Anonymous rare-cutter restriction fragments (ARRFs): a new source of polymorphisms

John H. McDonald

Department of Biological Sciences
University of Delaware
Newark, Delaware 19716 USA


This web page describes anonymous rare-cutter restriction fragments (ARRFs), a new source of co-dominant, single-copy, nuclear polymorphisms, which may be useful for a variety of applications. If you need a few dozen polymorphisms and were considering microsatellites, RAPDs or AFLPs, the ARRF technique may be a worthwhile alternative.

The technique is similar in concept to AFLPs, but instead of PCR amplifying the restriction fragments, the ARRF technique involves fluorescently labeling restriction fragments and observing them on an automated DNA sequencer. The fluorescence intensity of ARRFs is proportional to their copy number, so homozygotes for the presence of a fragment can be distinguished from heterozygotes by the twofold difference in fluorescence, and multiple-copy and organellar fragments can be identified by their much greater fluorescence than single-copy nuclear fragments. This is an advantage over PCR-based techniques such as RAPDs and AFLPS, where the intensity of bands is a function of the relative efficiency of the amplification of each fragment in a complex, competitive reaction. ARRFs from parasites, gut contents, or laboratory contamination would probably have much lower fluorescence than fragments from the desired organism, eliminating another source of the artifacts that plague other techniques.

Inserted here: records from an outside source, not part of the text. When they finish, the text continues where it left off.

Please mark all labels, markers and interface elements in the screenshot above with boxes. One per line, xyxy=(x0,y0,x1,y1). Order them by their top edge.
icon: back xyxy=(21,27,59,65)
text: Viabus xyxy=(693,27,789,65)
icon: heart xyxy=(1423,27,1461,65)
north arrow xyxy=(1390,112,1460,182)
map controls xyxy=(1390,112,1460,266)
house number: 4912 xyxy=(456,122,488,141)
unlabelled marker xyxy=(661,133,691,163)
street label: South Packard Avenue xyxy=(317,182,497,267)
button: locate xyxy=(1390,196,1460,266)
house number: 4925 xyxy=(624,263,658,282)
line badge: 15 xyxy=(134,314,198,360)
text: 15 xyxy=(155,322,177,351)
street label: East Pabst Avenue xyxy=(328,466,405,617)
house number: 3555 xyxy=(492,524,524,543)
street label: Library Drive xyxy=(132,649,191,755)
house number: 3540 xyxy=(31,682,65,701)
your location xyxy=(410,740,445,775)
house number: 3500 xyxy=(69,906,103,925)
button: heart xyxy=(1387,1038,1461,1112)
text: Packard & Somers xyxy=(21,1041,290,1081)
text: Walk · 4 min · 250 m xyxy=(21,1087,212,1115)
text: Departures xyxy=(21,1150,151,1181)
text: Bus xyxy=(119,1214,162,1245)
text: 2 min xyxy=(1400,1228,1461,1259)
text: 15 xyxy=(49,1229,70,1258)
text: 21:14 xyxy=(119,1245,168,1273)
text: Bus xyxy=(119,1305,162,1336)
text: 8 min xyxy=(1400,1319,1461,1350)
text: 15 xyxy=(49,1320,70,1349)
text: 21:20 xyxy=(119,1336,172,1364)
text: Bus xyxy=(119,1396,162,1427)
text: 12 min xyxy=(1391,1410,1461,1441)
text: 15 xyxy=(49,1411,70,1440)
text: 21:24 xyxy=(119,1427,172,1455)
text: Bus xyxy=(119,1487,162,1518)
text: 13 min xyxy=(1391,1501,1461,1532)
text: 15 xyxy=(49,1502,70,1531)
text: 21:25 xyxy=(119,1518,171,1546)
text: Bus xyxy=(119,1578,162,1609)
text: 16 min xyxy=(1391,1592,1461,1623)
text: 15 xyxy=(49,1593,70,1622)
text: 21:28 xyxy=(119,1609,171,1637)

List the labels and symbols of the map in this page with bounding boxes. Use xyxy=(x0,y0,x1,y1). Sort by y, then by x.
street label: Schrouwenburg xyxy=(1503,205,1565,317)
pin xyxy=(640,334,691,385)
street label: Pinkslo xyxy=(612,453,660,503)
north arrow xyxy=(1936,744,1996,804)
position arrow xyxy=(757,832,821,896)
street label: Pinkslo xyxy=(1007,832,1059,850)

The lack of a PCR step in the ARRF technique also has disadvantages, because the DNA required for the technique must be greater in both quantity and quality than that required for PCR-based techniques. Small organisms, such as individual Drosophila, won't provide enough DNA to yield detectable bands. To give you a rough idea, the DNA from about 25 mg (wet weight) of mussel or oyster gill tissue is enough to do the ARRF technique once. The ARRF technique probably won't work well on organisms with unusually large genomes (I'm guessing that above 10 gigabases would be a problem) or on organisms with heavily methylated DNA.

How it works

The genomic DNA from the organism is first digested with two restriction enzymes (call them enzymes A and B) that cut rarely. Most of the physically sheared DNA molecules in the DNA prep are not cut at all, and some are cut only once, because the enzymes are rare-cutters whose restriction sites are hundreds of thousands of base pairs apart, on average. By chance, there are a few places in the genome where an enyzme A cut site is a few hundred base pairs from an enzyme B cut site. Those fragments are the ones we want. Finding a pair of enzymes that yield a useful number of fragments is an important part of the technique, requiring a mix of educated guesswork and trial and error.

Two adapters are ligated onto the restriction fragments. A biotin labeled adapter is ligated onto the cohesive end left by enzyme A, and a fluorescently labeled adapter is ligated onto the cohesive end left by enzyme B.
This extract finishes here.